• Exercise description:
In the copy you make, include no pictures, and transcribe every record exactly.

• Records for processing:
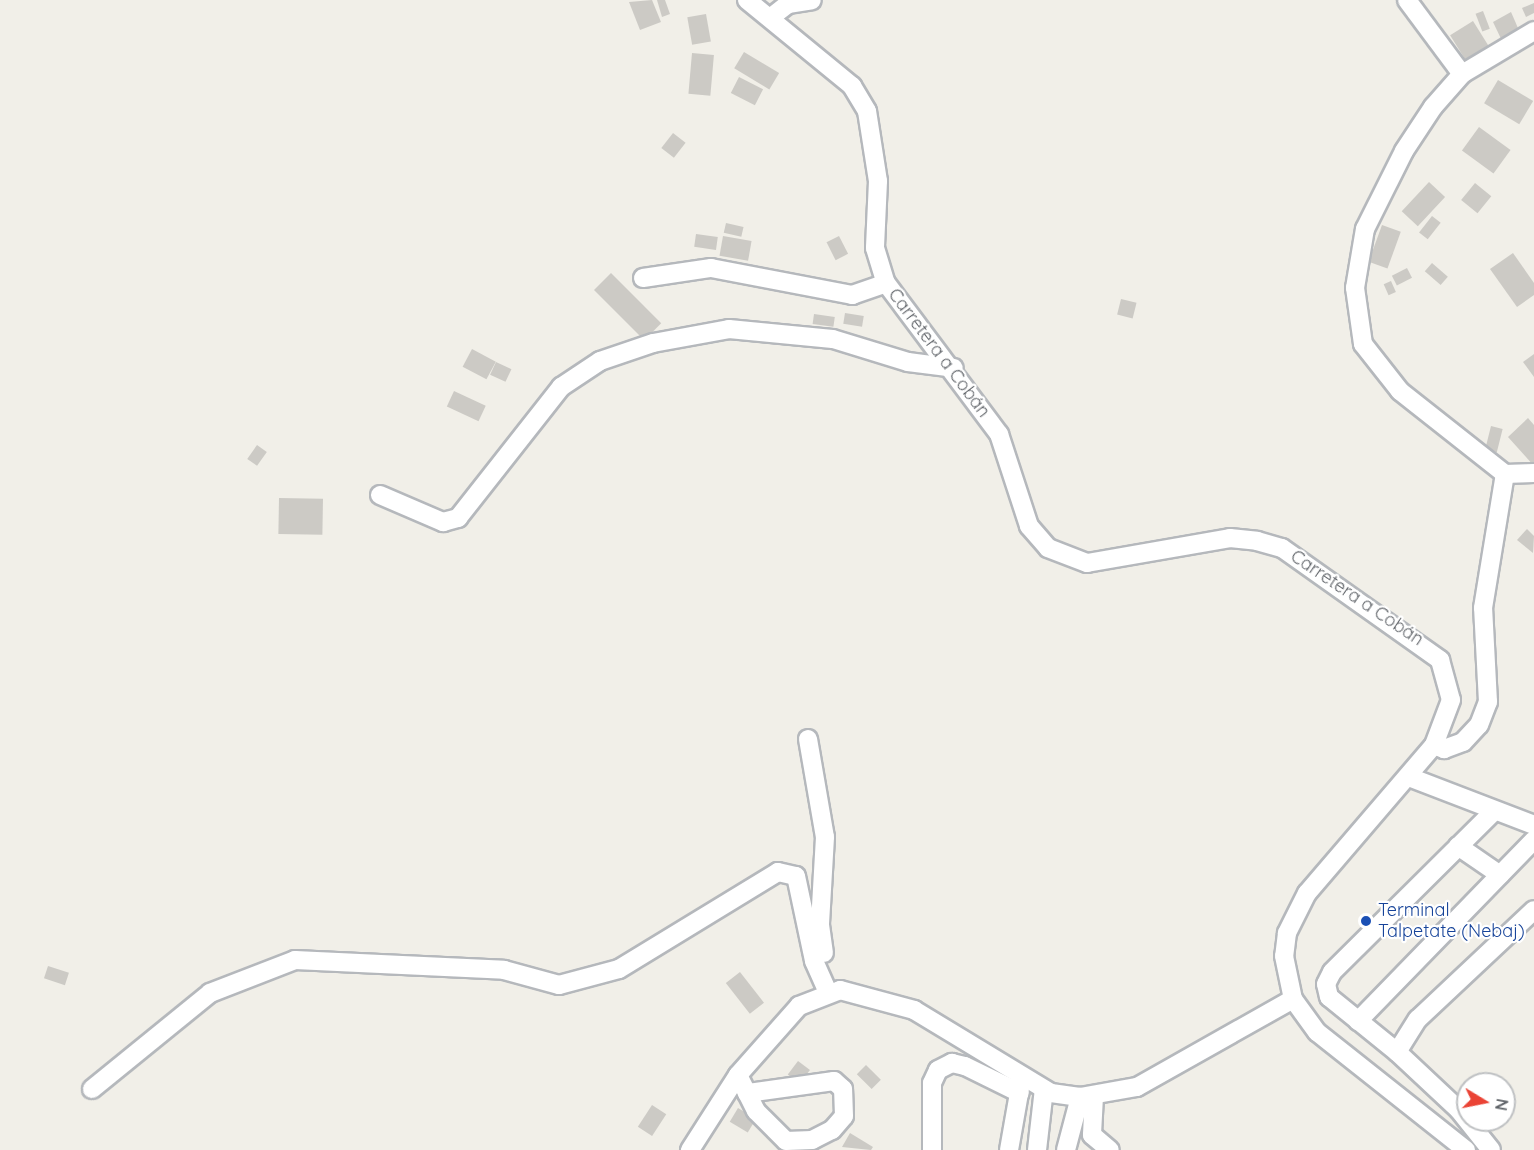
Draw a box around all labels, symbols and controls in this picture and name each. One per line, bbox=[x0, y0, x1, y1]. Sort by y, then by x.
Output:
street label: Carretera a Cobán bbox=[884, 284, 994, 422]
street label: Carretera a Cobán bbox=[1286, 546, 1428, 650]
place label: Terminal Talpetate (Nebaj) bbox=[1378, 900, 1525, 942]
marker: Terminal Talpetate (Nebaj) bbox=[1359, 914, 1373, 928]
north arrow bbox=[1456, 1072, 1516, 1132]
text: N bbox=[1491, 1097, 1513, 1112]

• Solved exercise:
Draw a box around all labels, symbols and controls in this picture and name each. One per line, bbox=[x0, y0, x1, y1]. Sort by y, then by x.
Output:
street label: Carretera a Cobán bbox=[884, 284, 994, 422]
street label: Carretera a Cobán bbox=[1286, 546, 1428, 650]
place label: Terminal Talpetate (Nebaj) bbox=[1378, 900, 1525, 942]
marker: Terminal Talpetate (Nebaj) bbox=[1359, 914, 1373, 928]
north arrow bbox=[1456, 1072, 1516, 1132]
text: N bbox=[1491, 1097, 1513, 1112]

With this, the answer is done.